((
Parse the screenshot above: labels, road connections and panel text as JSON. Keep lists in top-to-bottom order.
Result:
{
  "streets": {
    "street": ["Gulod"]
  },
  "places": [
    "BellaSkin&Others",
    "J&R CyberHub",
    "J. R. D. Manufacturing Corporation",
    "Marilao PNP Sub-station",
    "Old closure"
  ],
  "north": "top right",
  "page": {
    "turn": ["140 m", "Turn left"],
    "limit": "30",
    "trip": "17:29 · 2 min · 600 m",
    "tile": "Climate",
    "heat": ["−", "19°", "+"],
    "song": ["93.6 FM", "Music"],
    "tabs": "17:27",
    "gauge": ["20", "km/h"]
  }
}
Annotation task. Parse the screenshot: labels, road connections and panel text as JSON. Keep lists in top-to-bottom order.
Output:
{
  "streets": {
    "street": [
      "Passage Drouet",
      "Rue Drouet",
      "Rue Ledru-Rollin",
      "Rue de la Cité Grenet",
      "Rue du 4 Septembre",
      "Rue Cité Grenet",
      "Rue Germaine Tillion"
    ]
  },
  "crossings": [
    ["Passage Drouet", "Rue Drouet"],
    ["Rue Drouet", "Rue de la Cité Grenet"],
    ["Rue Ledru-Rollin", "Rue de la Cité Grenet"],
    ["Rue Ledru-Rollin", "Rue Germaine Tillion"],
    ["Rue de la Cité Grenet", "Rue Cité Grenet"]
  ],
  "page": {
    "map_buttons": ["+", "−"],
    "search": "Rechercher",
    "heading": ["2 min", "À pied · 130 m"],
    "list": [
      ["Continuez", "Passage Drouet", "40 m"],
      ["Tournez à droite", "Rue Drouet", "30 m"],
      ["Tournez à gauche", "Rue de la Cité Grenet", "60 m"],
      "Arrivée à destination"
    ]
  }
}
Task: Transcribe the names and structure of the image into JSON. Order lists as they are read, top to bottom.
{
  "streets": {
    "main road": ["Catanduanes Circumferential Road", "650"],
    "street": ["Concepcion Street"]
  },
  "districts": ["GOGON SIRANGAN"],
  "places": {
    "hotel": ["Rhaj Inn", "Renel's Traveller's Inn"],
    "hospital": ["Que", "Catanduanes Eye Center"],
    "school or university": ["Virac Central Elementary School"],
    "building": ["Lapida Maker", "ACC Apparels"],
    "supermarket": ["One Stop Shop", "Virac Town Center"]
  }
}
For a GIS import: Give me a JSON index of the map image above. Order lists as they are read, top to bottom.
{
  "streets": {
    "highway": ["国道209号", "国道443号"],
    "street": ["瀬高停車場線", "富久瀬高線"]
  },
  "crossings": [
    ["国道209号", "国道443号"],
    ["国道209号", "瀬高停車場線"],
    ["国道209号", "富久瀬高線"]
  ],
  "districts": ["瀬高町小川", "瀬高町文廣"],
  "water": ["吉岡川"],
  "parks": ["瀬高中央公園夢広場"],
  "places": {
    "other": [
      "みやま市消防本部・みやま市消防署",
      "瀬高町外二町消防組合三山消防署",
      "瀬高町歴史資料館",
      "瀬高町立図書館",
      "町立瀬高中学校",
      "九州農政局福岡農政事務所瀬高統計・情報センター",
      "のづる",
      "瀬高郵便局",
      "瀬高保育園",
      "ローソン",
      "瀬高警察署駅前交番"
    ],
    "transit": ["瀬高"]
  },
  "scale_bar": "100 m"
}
))
AIM OF THE EXERCISE:
Set out every line from the material that contains the string "screenshot".

WRITTEN ANSWER:
Parse the screenshot above: labels, road connections and panel text as JSON. Keep lists in top-to-bottom order.
Annotation task. Parse the screenshot: labels, road connections and panel text as JSON. Keep lists in top-to-bottom order.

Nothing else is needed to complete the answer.